### Work required:
Write out every line below that contains "accent".
-- -- --
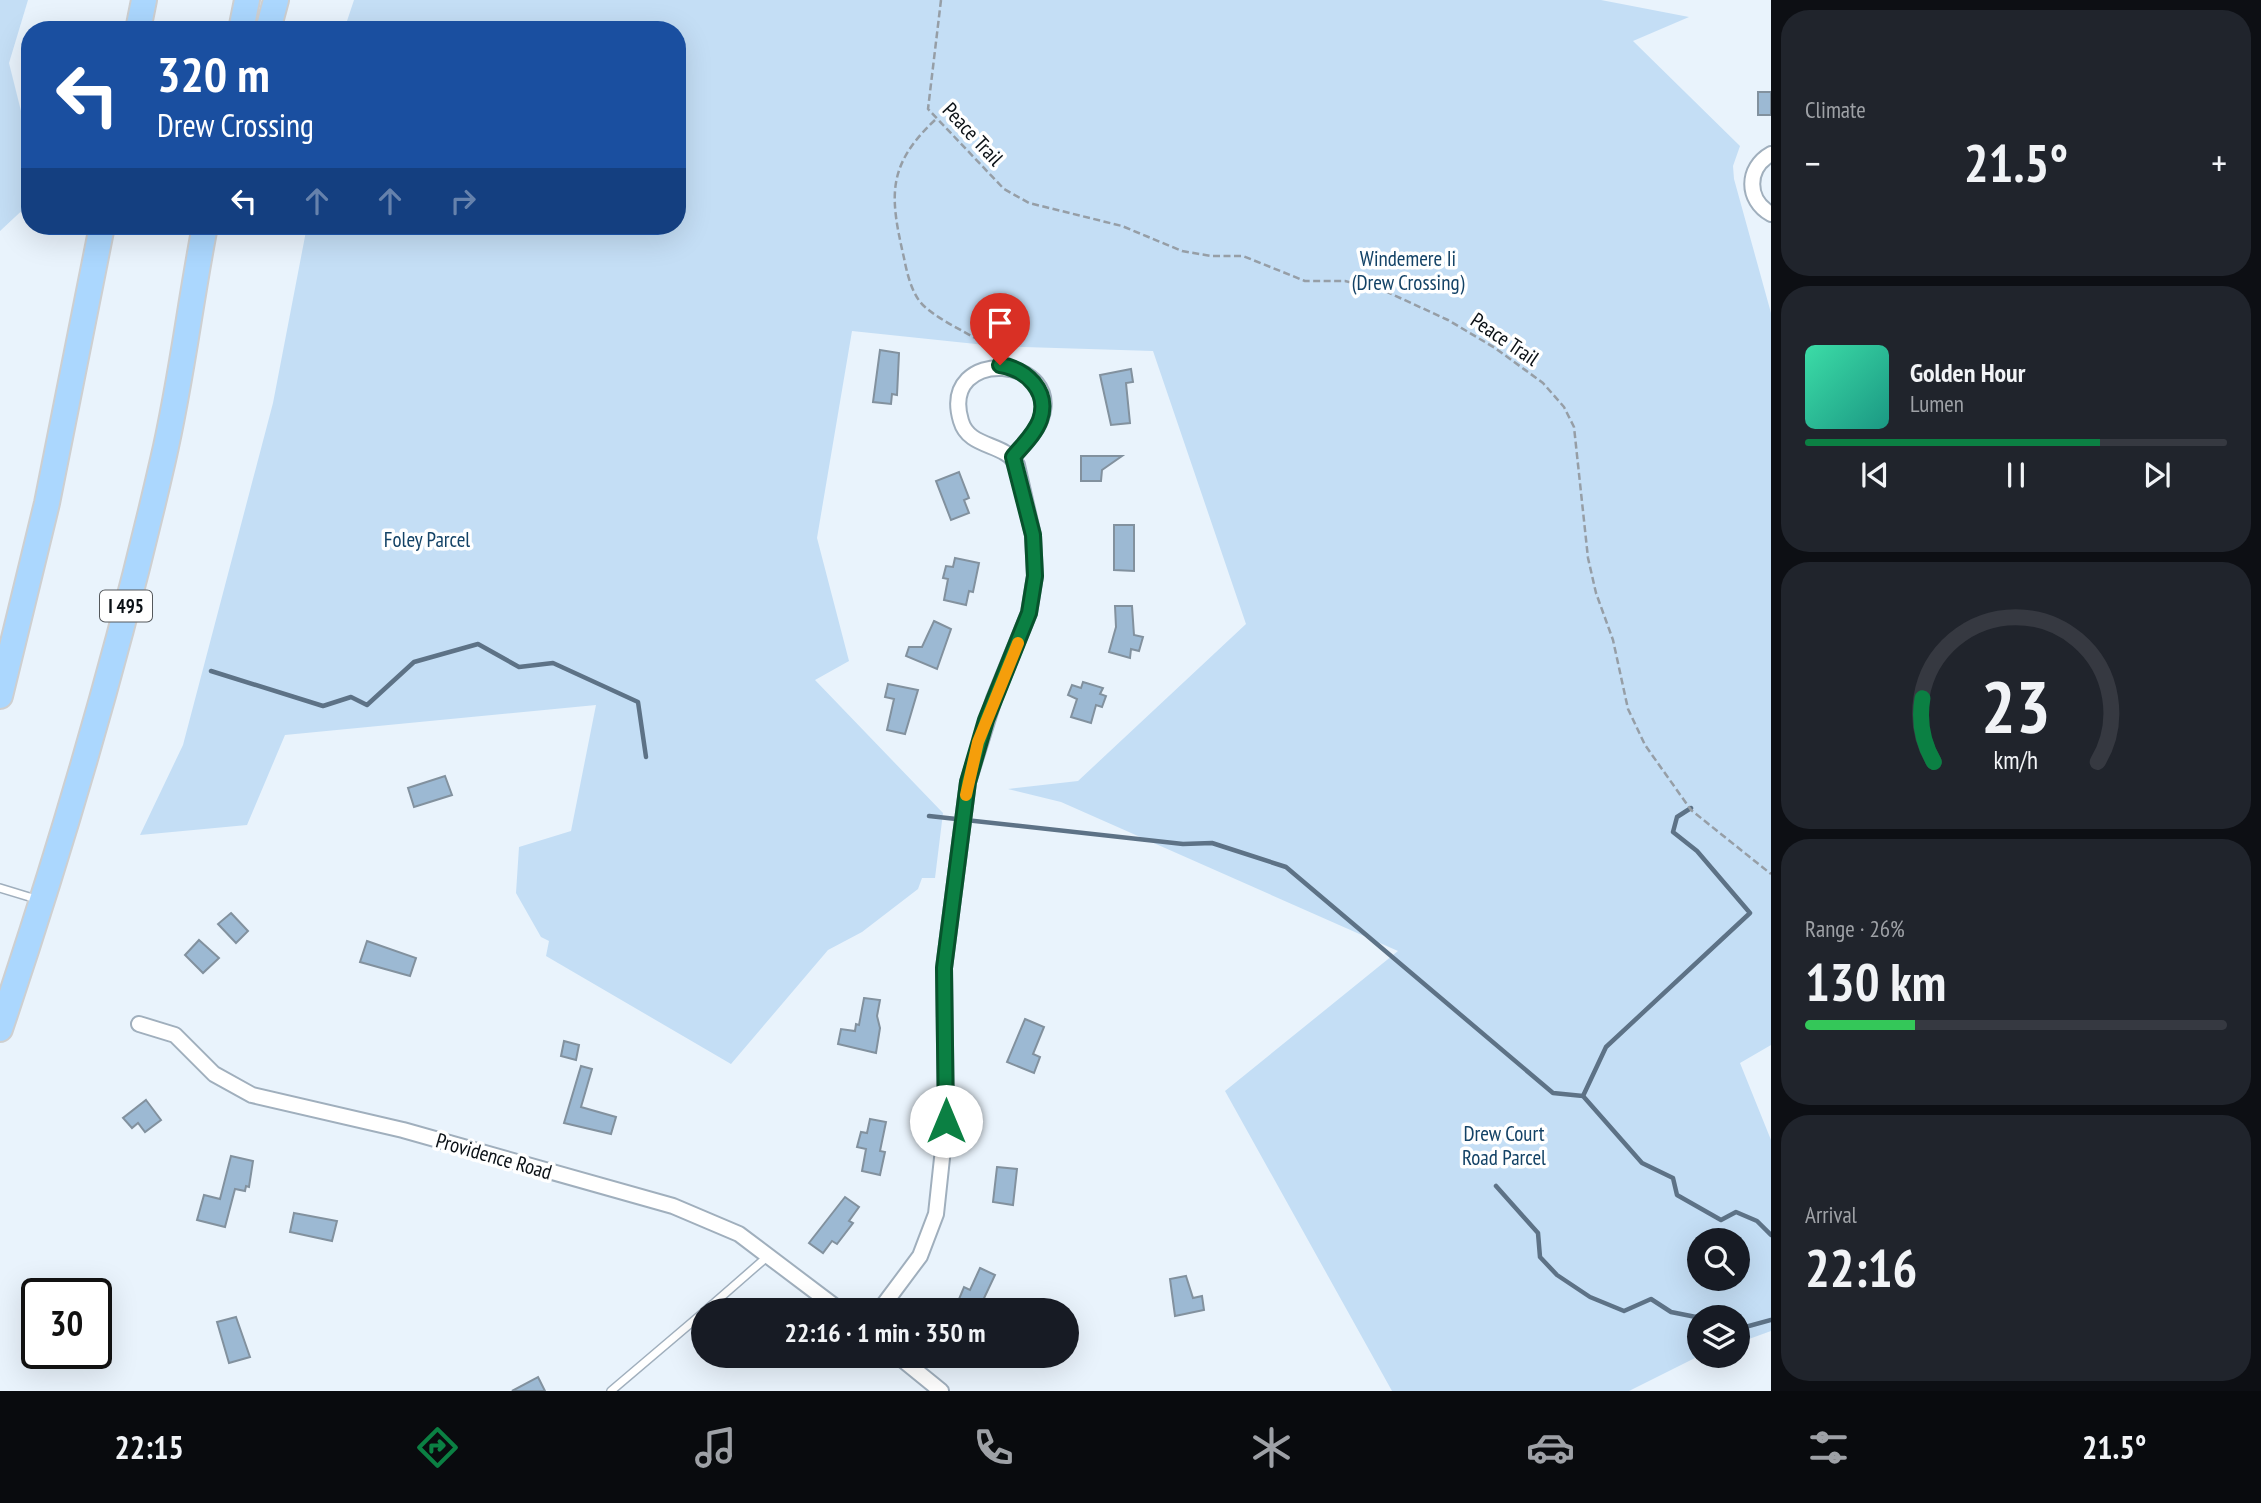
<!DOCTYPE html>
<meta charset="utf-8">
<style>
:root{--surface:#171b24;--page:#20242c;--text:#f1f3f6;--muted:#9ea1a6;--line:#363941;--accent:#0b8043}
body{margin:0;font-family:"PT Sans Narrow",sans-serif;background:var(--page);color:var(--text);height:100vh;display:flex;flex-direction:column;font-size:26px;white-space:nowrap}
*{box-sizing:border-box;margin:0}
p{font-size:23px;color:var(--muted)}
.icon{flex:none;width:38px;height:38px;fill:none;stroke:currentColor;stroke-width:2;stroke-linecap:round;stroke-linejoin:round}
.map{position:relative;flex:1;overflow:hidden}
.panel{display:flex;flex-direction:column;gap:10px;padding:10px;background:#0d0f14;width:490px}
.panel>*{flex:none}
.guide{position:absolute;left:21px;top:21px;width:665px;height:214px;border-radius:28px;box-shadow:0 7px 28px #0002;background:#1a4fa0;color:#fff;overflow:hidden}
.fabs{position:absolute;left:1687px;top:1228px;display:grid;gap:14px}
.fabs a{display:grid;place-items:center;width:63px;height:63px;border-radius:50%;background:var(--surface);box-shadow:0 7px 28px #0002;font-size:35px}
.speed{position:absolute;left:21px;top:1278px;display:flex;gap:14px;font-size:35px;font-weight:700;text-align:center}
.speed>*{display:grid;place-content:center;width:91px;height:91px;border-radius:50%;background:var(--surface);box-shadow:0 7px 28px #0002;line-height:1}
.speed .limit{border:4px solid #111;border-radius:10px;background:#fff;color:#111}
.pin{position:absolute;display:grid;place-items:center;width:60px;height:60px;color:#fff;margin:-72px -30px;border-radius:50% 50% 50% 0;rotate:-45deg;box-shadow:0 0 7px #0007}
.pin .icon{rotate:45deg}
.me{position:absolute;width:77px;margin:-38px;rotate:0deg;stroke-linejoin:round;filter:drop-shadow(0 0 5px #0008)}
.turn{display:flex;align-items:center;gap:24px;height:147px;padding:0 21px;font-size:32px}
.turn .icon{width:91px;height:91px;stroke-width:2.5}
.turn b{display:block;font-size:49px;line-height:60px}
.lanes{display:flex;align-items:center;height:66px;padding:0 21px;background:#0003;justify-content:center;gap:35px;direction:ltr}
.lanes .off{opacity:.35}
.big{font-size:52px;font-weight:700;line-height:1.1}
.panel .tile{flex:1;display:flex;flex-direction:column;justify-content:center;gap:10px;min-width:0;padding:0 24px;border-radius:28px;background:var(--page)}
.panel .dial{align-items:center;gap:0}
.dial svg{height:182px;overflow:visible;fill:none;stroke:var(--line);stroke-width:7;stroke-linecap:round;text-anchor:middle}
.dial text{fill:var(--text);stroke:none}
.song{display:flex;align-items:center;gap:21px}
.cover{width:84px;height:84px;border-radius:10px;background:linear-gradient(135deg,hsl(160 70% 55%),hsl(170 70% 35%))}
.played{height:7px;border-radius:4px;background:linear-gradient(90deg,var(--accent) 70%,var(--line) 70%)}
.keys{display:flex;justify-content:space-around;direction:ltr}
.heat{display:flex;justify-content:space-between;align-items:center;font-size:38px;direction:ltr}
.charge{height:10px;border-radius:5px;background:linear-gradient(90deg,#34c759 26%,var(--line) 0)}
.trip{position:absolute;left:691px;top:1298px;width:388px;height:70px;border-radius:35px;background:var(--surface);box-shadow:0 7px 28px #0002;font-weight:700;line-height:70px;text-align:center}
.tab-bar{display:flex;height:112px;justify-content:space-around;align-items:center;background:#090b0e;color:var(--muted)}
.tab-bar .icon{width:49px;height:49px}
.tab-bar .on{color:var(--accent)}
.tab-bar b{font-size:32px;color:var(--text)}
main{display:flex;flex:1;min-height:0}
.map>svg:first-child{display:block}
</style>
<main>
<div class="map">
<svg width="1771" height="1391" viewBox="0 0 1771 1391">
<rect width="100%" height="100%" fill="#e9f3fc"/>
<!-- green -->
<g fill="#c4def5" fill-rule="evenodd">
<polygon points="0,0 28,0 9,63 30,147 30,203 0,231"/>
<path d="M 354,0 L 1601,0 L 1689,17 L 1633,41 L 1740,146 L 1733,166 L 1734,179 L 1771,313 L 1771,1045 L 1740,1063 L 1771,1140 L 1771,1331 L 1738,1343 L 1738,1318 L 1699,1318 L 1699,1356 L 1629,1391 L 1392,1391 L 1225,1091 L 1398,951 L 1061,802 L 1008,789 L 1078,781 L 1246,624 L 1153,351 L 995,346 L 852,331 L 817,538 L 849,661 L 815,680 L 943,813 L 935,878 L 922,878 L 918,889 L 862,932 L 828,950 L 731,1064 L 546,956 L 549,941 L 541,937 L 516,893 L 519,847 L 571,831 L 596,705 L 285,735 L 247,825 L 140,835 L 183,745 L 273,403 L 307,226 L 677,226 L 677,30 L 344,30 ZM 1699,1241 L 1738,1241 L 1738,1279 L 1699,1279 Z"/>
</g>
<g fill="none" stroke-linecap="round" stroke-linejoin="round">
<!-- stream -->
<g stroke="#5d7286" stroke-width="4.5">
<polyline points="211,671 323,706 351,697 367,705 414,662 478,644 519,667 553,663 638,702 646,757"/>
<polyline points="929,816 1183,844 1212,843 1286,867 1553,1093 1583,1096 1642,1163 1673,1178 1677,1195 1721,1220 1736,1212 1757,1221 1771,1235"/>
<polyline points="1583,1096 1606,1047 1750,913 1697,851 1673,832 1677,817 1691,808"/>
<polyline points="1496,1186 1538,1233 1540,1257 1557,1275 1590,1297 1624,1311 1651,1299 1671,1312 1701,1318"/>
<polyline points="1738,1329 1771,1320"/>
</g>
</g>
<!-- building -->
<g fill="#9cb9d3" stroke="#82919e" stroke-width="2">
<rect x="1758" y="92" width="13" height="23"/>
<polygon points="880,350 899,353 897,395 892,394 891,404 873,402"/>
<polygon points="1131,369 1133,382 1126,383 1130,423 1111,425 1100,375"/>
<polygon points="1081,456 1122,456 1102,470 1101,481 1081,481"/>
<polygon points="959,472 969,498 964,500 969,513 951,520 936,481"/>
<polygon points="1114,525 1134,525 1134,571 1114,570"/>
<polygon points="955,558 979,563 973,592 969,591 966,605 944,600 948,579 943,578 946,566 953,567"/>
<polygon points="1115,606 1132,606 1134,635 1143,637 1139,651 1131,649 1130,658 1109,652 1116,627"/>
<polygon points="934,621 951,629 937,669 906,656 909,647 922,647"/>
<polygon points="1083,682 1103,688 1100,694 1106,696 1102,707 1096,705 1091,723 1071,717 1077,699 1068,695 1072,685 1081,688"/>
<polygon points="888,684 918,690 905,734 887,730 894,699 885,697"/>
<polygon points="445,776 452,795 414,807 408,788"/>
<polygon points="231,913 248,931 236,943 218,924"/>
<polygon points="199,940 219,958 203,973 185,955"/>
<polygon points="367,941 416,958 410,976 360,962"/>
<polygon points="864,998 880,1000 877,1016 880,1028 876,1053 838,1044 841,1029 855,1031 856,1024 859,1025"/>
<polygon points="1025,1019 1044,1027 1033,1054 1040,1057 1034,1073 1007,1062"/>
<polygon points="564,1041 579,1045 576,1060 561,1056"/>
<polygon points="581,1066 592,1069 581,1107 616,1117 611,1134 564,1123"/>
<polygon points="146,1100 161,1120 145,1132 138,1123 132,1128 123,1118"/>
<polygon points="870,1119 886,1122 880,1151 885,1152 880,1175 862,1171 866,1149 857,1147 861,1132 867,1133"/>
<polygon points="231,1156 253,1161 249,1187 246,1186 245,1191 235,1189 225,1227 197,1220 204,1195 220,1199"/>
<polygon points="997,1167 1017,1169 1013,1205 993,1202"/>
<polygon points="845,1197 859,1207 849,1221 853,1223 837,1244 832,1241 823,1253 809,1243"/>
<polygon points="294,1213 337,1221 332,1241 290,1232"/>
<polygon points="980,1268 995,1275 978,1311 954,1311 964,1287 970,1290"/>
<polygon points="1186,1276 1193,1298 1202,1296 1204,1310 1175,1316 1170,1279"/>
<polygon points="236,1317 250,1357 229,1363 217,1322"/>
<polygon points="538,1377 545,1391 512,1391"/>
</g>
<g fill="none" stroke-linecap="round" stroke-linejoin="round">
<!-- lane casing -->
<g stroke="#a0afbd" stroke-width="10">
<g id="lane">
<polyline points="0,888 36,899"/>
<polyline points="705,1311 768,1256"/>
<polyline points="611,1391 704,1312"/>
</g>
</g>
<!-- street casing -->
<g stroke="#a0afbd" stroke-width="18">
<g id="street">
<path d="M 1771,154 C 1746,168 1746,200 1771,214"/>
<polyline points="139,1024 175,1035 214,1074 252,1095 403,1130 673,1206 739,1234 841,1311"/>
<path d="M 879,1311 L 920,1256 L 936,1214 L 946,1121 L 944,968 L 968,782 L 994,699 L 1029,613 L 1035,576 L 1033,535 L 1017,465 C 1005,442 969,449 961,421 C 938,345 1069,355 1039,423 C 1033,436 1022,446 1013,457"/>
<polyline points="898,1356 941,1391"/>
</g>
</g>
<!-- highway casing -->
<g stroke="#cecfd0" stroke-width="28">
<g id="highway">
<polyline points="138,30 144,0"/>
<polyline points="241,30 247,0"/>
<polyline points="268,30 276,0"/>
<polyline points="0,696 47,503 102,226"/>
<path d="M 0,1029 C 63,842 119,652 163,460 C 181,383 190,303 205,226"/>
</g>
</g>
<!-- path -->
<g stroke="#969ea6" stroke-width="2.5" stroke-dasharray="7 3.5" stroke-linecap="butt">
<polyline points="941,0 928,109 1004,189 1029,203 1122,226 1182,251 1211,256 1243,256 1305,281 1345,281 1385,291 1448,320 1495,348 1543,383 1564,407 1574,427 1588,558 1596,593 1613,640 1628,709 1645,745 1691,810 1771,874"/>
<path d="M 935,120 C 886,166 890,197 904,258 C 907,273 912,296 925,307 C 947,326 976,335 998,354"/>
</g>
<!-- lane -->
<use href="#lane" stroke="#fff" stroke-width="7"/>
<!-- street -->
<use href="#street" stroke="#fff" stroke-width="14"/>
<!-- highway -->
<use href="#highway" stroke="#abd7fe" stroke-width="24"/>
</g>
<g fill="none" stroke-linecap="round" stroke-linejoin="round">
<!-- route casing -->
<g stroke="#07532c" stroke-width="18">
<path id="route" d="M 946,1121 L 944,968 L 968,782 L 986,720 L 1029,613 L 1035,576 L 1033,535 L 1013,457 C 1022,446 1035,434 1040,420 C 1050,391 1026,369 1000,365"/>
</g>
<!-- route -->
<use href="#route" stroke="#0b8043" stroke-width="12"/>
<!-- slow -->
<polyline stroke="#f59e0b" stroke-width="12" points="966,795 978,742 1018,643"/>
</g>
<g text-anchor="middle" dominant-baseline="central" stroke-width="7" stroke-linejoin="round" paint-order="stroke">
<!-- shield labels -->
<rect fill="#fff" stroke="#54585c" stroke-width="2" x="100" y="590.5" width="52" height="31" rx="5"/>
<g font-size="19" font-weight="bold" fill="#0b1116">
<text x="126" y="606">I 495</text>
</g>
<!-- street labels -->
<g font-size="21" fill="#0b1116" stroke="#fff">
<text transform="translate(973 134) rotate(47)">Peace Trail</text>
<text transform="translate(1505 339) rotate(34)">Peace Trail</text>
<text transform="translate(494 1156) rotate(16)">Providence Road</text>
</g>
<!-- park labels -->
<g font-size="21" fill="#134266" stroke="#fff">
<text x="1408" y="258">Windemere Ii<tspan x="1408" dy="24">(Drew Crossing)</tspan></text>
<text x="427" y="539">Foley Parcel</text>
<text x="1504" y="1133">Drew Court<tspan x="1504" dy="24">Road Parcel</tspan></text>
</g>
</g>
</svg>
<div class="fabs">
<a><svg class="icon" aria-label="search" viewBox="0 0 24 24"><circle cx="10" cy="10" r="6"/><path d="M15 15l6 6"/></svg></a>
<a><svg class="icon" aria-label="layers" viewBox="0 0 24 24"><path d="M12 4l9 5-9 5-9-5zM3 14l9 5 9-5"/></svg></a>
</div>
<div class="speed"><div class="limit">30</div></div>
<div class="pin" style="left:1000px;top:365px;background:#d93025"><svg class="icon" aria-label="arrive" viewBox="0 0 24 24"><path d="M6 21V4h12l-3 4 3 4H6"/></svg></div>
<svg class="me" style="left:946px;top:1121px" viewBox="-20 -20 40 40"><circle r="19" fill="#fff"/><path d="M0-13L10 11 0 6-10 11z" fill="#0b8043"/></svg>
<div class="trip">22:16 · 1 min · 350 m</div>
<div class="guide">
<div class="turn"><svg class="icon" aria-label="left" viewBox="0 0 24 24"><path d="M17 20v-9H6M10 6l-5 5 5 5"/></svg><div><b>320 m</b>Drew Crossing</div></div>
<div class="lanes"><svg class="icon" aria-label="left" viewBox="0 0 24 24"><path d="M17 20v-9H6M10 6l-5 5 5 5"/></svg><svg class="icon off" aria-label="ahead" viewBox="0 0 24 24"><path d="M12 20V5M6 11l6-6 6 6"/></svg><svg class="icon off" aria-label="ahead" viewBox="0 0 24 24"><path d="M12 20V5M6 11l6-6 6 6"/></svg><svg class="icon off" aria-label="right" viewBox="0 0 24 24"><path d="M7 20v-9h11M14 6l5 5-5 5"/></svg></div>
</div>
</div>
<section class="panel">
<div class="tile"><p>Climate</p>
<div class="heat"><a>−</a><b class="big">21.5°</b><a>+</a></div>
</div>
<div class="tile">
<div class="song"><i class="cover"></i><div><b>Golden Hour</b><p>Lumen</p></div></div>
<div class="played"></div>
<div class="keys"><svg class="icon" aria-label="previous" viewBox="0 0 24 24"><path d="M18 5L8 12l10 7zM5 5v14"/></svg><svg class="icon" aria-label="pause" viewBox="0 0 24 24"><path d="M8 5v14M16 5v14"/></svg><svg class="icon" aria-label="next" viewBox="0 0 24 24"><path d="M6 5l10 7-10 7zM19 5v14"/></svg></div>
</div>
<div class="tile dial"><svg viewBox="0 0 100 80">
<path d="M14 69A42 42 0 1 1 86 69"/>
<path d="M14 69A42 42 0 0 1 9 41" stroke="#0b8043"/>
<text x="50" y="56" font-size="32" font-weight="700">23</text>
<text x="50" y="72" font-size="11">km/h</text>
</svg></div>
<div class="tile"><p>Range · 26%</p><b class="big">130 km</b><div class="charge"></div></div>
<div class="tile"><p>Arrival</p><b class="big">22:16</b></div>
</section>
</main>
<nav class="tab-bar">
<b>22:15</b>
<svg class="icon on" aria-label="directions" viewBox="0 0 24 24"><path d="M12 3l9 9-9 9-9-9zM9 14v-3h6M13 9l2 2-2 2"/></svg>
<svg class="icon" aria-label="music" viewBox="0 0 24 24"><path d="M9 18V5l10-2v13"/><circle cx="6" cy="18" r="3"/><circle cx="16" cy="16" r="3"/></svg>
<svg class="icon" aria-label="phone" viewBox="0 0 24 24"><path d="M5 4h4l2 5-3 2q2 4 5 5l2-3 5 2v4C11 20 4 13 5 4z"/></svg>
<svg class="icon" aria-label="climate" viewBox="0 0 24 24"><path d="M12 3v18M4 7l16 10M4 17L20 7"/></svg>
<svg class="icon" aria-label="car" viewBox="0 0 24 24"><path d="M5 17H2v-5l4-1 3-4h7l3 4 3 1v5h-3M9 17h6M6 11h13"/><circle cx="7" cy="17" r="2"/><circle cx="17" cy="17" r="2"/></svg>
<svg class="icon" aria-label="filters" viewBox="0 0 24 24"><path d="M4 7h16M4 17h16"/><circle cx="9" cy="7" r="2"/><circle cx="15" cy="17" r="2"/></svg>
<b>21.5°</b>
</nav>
-- -- --
### Answer space:
:root{--surface:#171b24;--page:#20242c;--text:#f1f3f6;--muted:#9ea1a6;--line:#363941;--accent:#0b8043}
.played{height:7px;border-radius:4px;background:linear-gradient(90deg,var(--accent) 70%,var(--line) 70%)}
.tab-bar .on{color:var(--accent)}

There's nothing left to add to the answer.